À l’origine, le Panthéon n’était pas destiné à devenir un mausolée national. Commandé en 1744 par le roi Louis XV pour remercier Sainte Geneviève d’avoir guéri ses fièvres, l’édifice devait être une église grandiose. Confiée à l’architecte Soufflot, sa construction débute en 1758 et se poursuit jusqu’en 1790. Le style est clair : un mariage audacieux entre la sobriété classique et la monumentalité inspirée de l’Antiquité romaine, avec sa façade à colonnes corinthiennes évoquant le Panthéon de Rome. Une église ? Oui, mais pas pour longtemps.

La Révolution française rebat les cartes. Dès 1791, l’Assemblée constituante décide de transformer l’église en temple laïque dédié aux « Grands Hommes ». La devise gravée sur le fronton – Aux grands hommes la patrie reconnaissante – résume l’esprit du lieu. Depuis, les sépultures s’y succèdent, au rythme de décisions politiques, de consensus nationaux… ou de débats passionnés.

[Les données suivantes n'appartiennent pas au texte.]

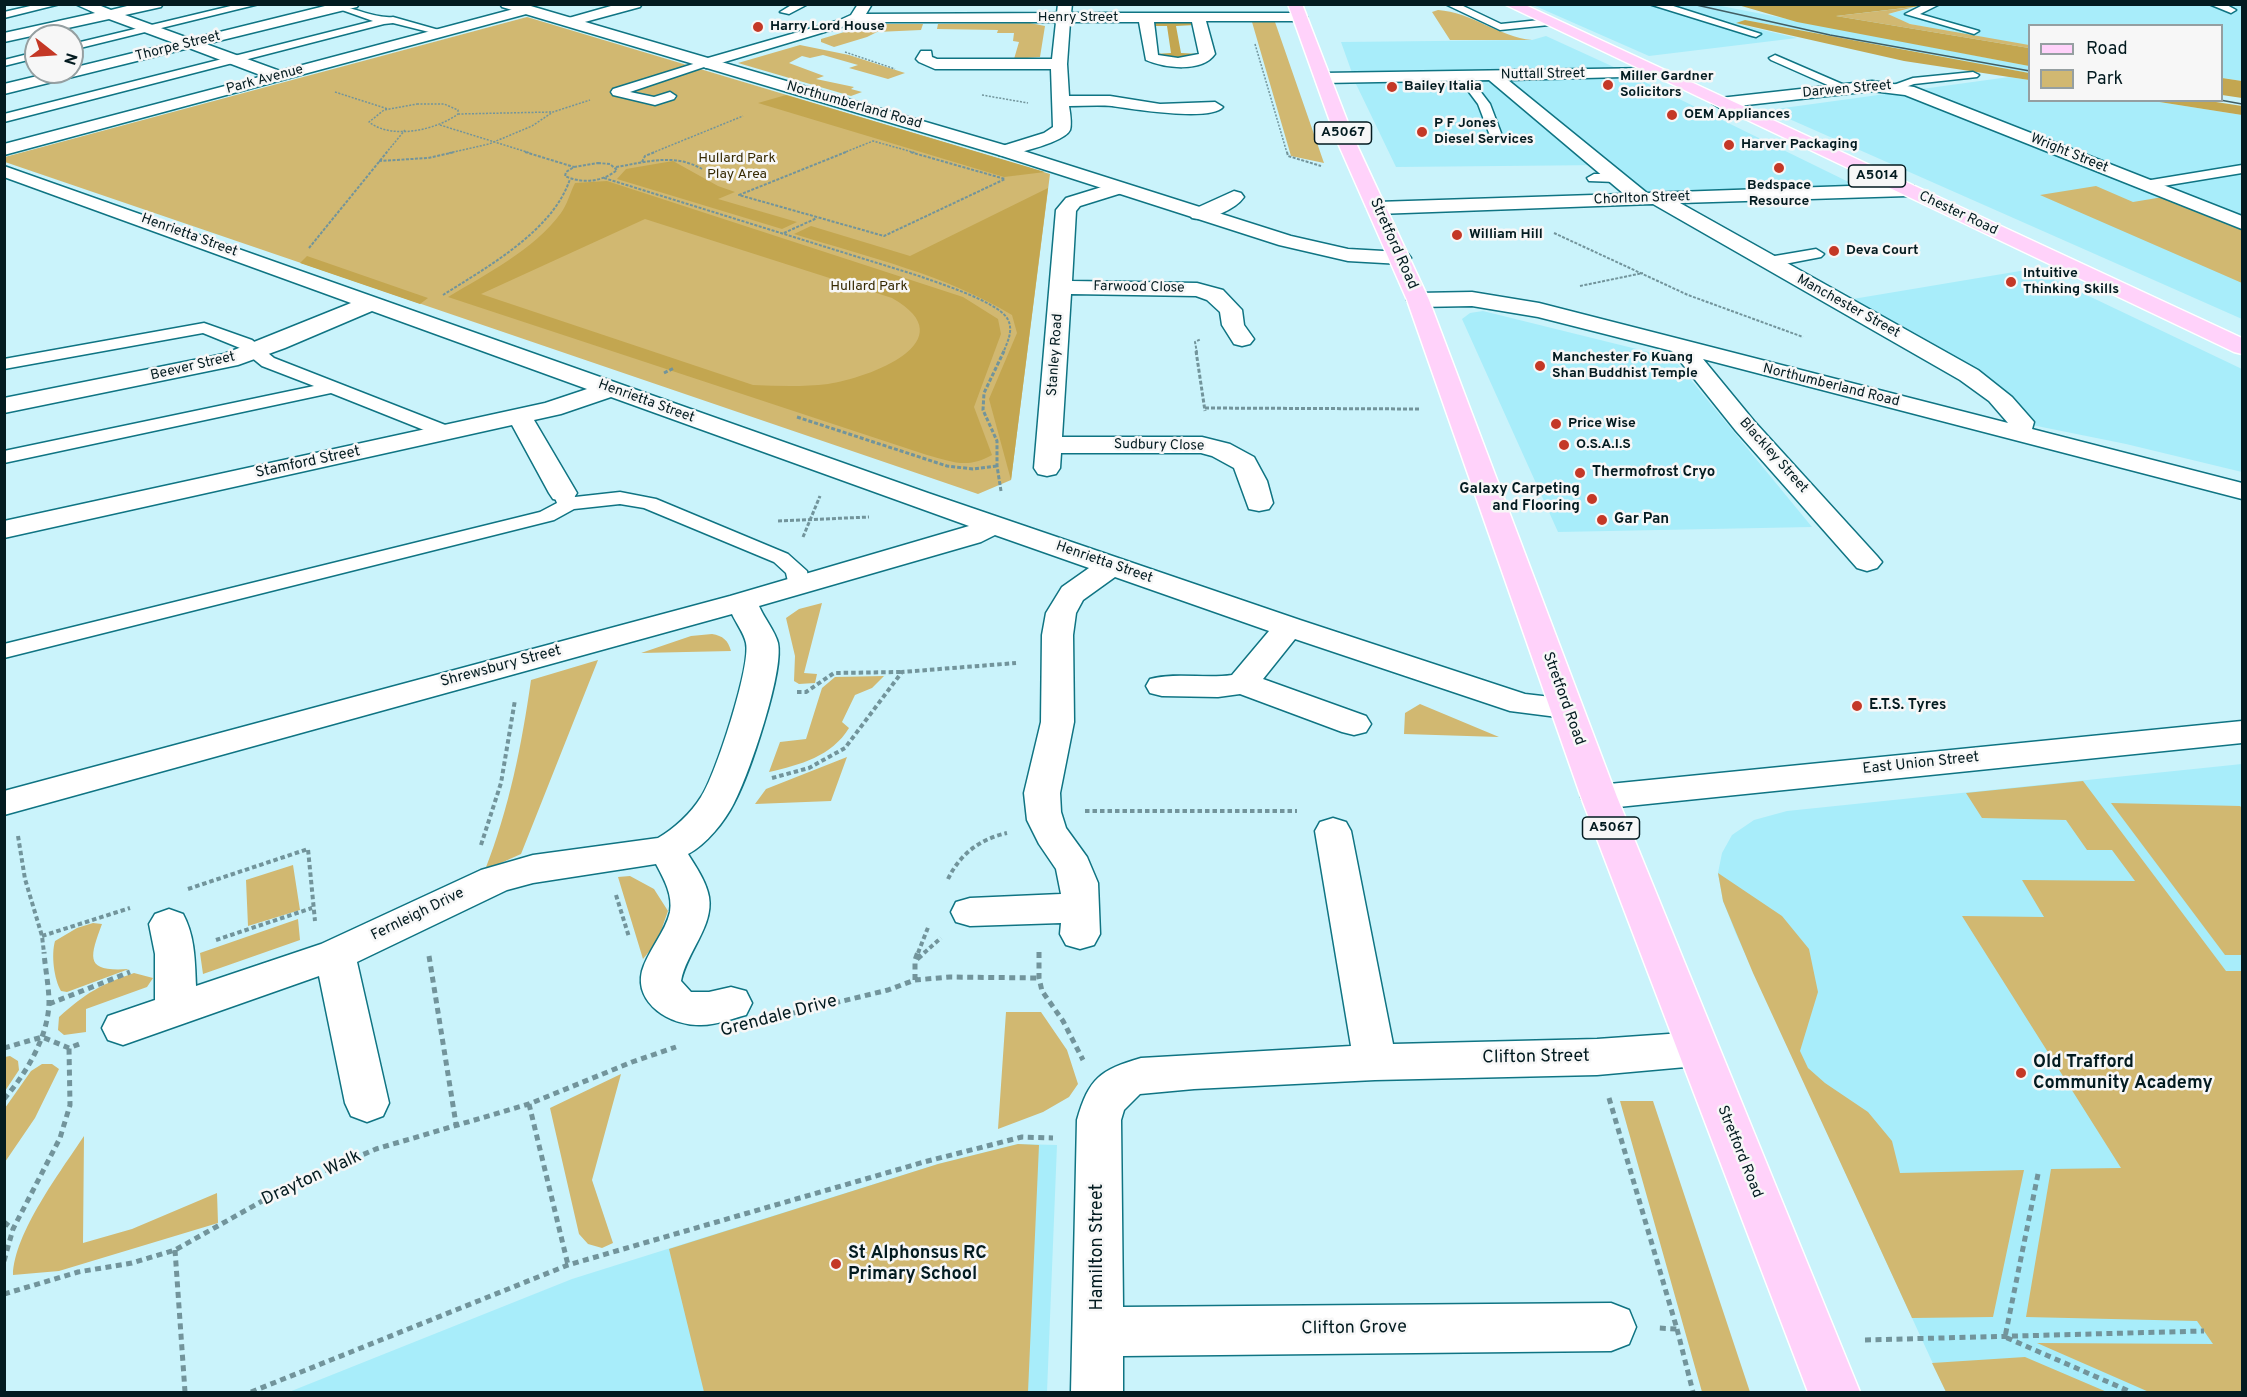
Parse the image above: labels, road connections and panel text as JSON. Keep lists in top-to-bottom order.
{
  "streets": {
    "main road": [
      "A5067",
      "A5014",
      "Chester Road",
      "Stretford Road"
    ],
    "street": [
      "Henry Street",
      "Thorpe Street",
      "Nuttall Street",
      "Park Avenue",
      "Darwen Street",
      "Northumberland Road",
      "Wright Street",
      "Chorlton Street",
      "Henrietta Street",
      "Farwood Close",
      "Manchester Street",
      "Stanley Road",
      "Beever Street",
      "Sudbury Close",
      "Blackley Street",
      "Stamford Street",
      "Shrewsbury Street",
      "East Union Street",
      "Fernleigh Drive",
      "Clifton Street",
      "Hamilton Street",
      "Clifton Grove"
    ],
    "path": ["Grendale Drive", "Drayton Walk"]
  },
  "crossings": [
    ["Henry Street", "Northumberland Road"],
    ["Henry Street", "Stretford Road"],
    ["Nuttall Street", "Chester Road"],
    ["Nuttall Street", "Stretford Road"],
    ["Nuttall Street", "Manchester Street"],
    ["Park Avenue", "Northumberland Road"],
    ["Darwen Street", "Wright Street"],
    ["Darwen Street", "Chester Road"],
    ["Northumberland Road", "Stretford Road"],
    ["Northumberland Road", "Manchester Street"],
    ["Northumberland Road", "Stanley Road"],
    ["Northumberland Road", "Blackley Street"],
    ["Chorlton Street", "Chester Road"],
    ["Chorlton Street", "Stretford Road"],
    ["Chorlton Street", "Manchester Street"],
    ["Henrietta Street", "Stretford Road"],
    ["Henrietta Street", "Beever Street"],
    ["Henrietta Street", "Stamford Street"],
    ["Henrietta Street", "Shrewsbury Street"],
    ["Stretford Road", "East Union Street"],
    ["Stretford Road", "Clifton Street"],
    ["Farwood Close", "Stanley Road"],
    ["Stanley Road", "Sudbury Close"],
    ["Shrewsbury Street", "Fernleigh Drive"],
    ["Clifton Street", "Hamilton Street"],
    ["Hamilton Street", "Clifton Grove"]
  ],
  "parks": ["Hullard Park Play Area", "Hullard Park"],
  "places": [
    "Harry Lord House",
    "Miller Gardner Solicitors",
    "Bailey Italia",
    "OEM Appliances",
    "P F Jones Diesel Services",
    "Harver Packaging",
    "Bedspace Resource",
    "William Hill",
    "Deva Court",
    "Intuitive Thinking Skills",
    "Manchester Fo Kuang Shan Buddhist Temple",
    "Price Wise",
    "O.S.A.I.S",
    "Thermofrost Cryo",
    "Galaxy Carpeting and Flooring",
    "Gar Pan",
    "E.T.S. Tyres",
    "Old Trafford Community Academy",
    "St Alphonsus RC Primary School"
  ],
  "legend": ["Road", "Park"],
  "north": "right"
}
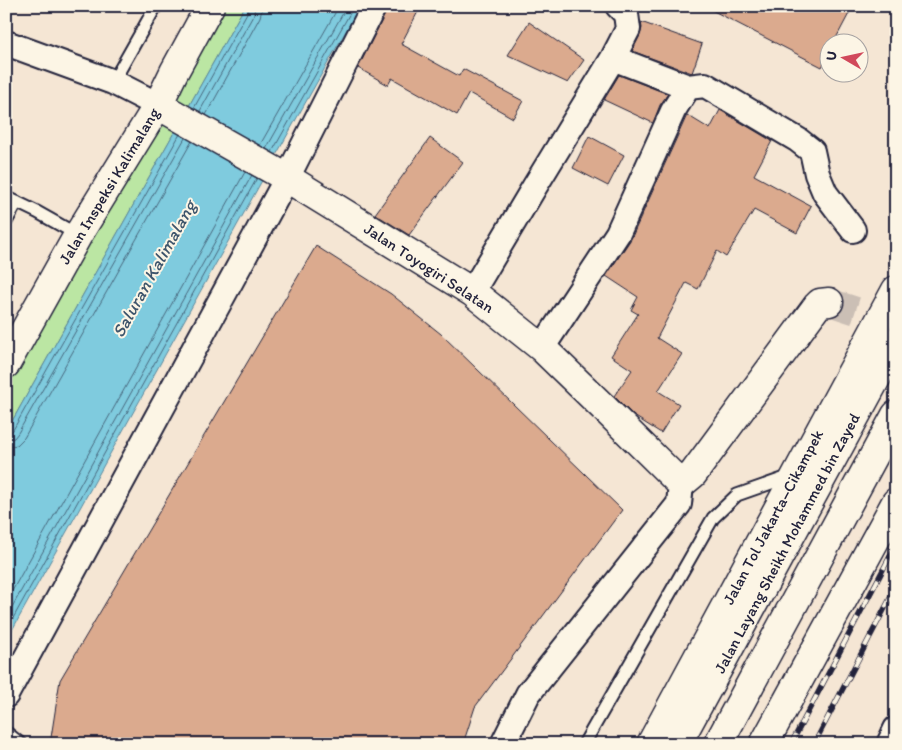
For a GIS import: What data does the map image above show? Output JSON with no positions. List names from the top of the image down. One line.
{"streets":{"main road":["Jalan Inspeksi Kalimalang","Jalan Toyogiri Selatan","Jalan Tol Jakarta–Cikampek","Jalan Layang Sheikh Mohammed bin Zayed"]},"crossings":[["Jalan Inspeksi Kalimalang","Jalan Toyogiri Selatan"]],"water":["Saluran Kalimalang"],"north":"left"}
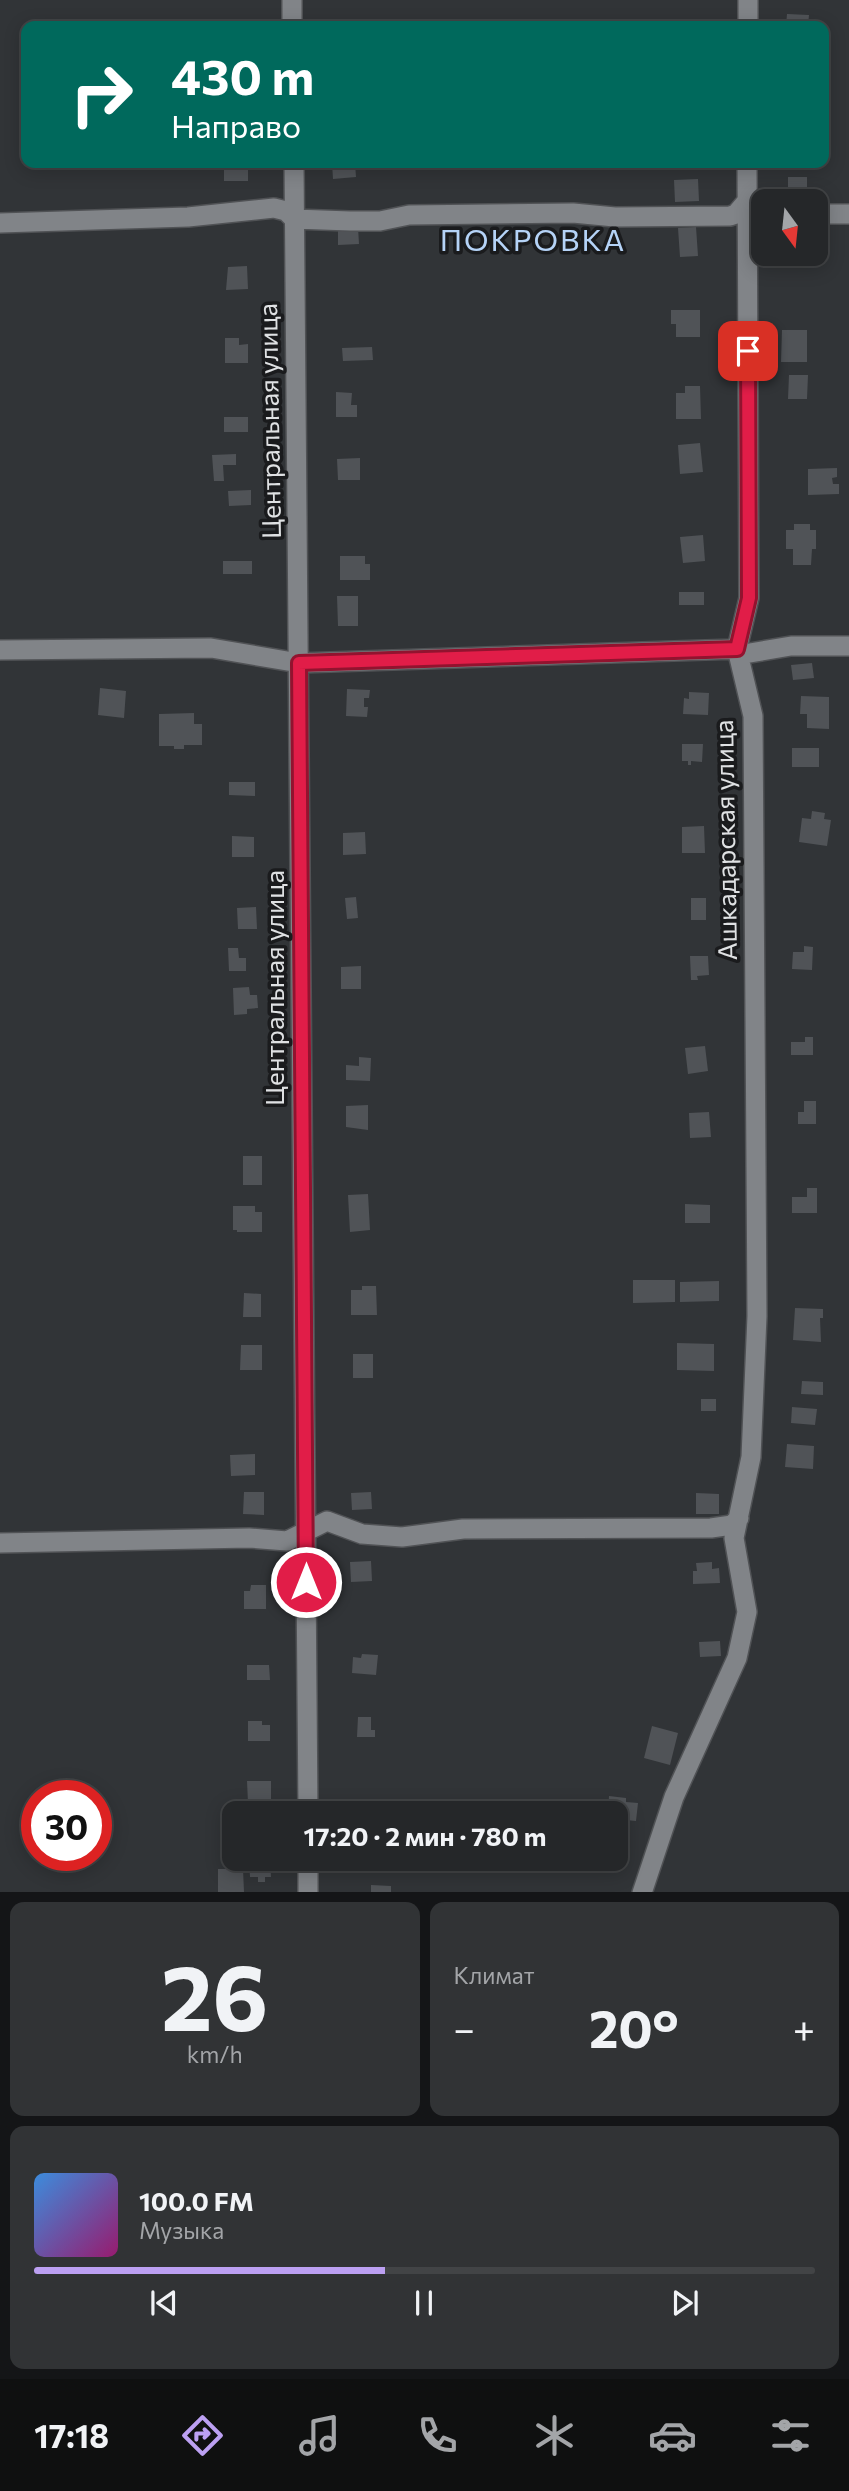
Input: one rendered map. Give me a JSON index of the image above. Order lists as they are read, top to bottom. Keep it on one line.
{"streets":{"street":["Центральная улица","Ашкадарская улица"]},"districts":["ПОКРОВКА"],"north":"bottom","page":{"turn":["430 m","Направо"],"limit":"30","trip":"17:20 · 2 мин · 780 m","tile":[["26","km/h"],"Климат"],"heat":["−","20°","+"],"song":["100.0 FM","Музыка"],"tabs":"17:18"}}
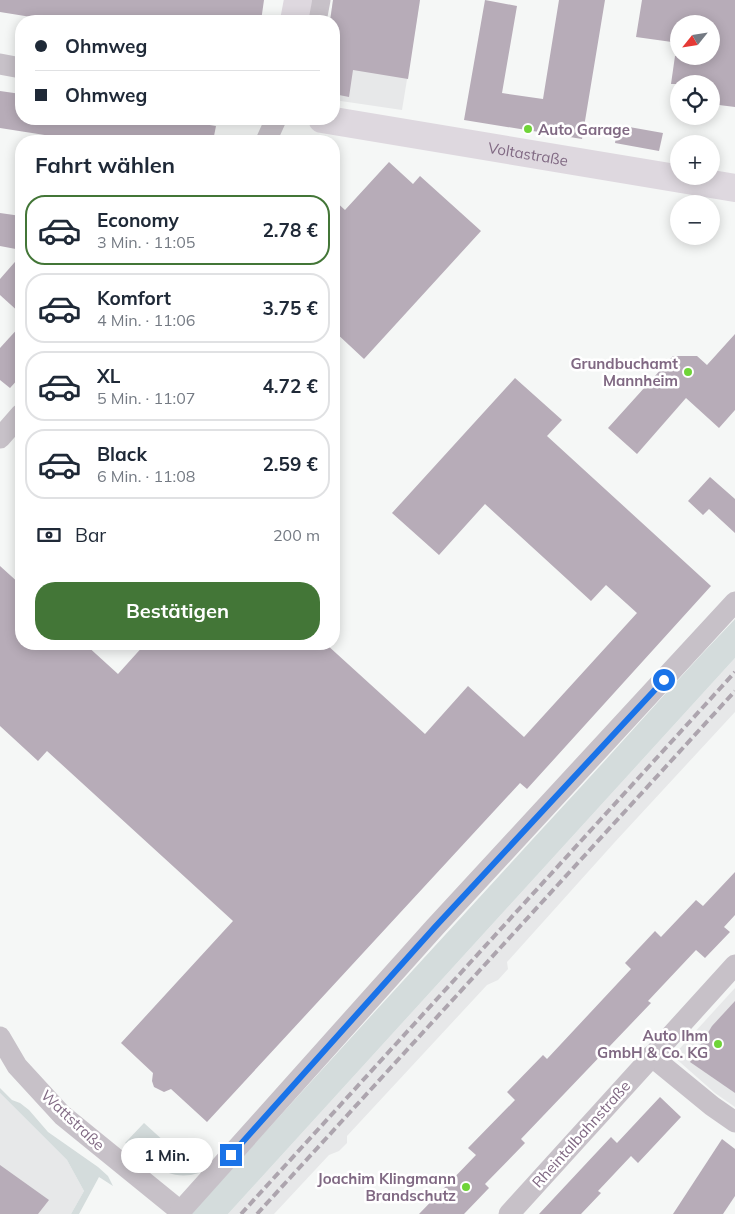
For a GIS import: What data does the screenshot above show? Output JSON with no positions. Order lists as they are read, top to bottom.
{
  "streets": {
    "main road": ["Voltastraße"],
    "street": ["Wattstraße", "Rheintalbahnstraße"]
  },
  "places": [
    "Auto Garage",
    "Grundbuchamt Mannheim",
    "Auto Ihm GmbH & Co. KG",
    "Joachim Klingmann Brandschutz"
  ],
  "north": "bottom left",
  "page": {
    "map_buttons": ["+", "−"],
    "banner": ["Ohmweg", "Ohmweg"],
    "heading": "Fahrt wählen",
    "list": [
      {
        "name": "Economy",
        "note": "3 Min. · 11:05",
        "value": "2.78 €"
      },
      {
        "name": "Komfort",
        "note": "4 Min. · 11:06",
        "value": "3.75 €"
      },
      {
        "name": "XL",
        "note": "5 Min. · 11:07",
        "value": "4.72 €"
      },
      {
        "name": "Black",
        "note": "6 Min. · 11:08",
        "value": "2.59 €"
      }
    ],
    "pay": ["Bar", "200 m"],
    "buttons": "Bestätigen",
    "bubble": "1 Min."
  }
}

Le silence du Panthéon n’est jamais vide : il est habité. En descendant dans la crypte, on retrouve les tombes de Voltaire et Rousseau, deux piliers du siècle des Lumières. Puis celles de Victor Hugo, Émile Zola, Jean Moulin, Marie Curie – première femme à y entrer pour ses mérites scientifiques – et tant d’autres. Chaque nom inscrit sur les plaques funéraires raconte une page de l’histoire française, parfois glorieuse, parfois tourmentée, mais toujours vivante.

Au-delà de sa fonction mémorielle, le Panthéon est aussi un bijou architectural. À l’intérieur, le regard est irrémédiablement attiré vers la coupole, culminant à 83 mètres, décorée de fresques évoquant la vie de Sainte Geneviève. Le pendule de Foucault, suspendu sous la coupole, rappelle que le lieu fut aussi un laboratoire de pensée et de science. C’est ici, en 1851, que le physicien Léon Foucault démontra la rotation de la Terre avec une simple sphère en mouvement. L’hommage aux esprits se fait aussi dans la clarté des idées.

Visiter le Panthéon, c’est traverser les siècles avec un profond sentiment de continuité. La République n’y parle pas fort, mais elle y parle vrai. Elle nous rappelle que l’héritage national n’est pas figé : en 2021, Joséphine Baker y est entrée, première femme noire honorée de la sorte, symbole d’une France plurielle et universelle.

Avant de sortir, n’oubliez pas de grimper jusqu’à la colonnade : la vue sur Paris y est imprenable. En contrebas, la ville s’étend, vibrante, multiple. Là-haut, le Panthéon veille, tel un phare de mémoire et d’idéal.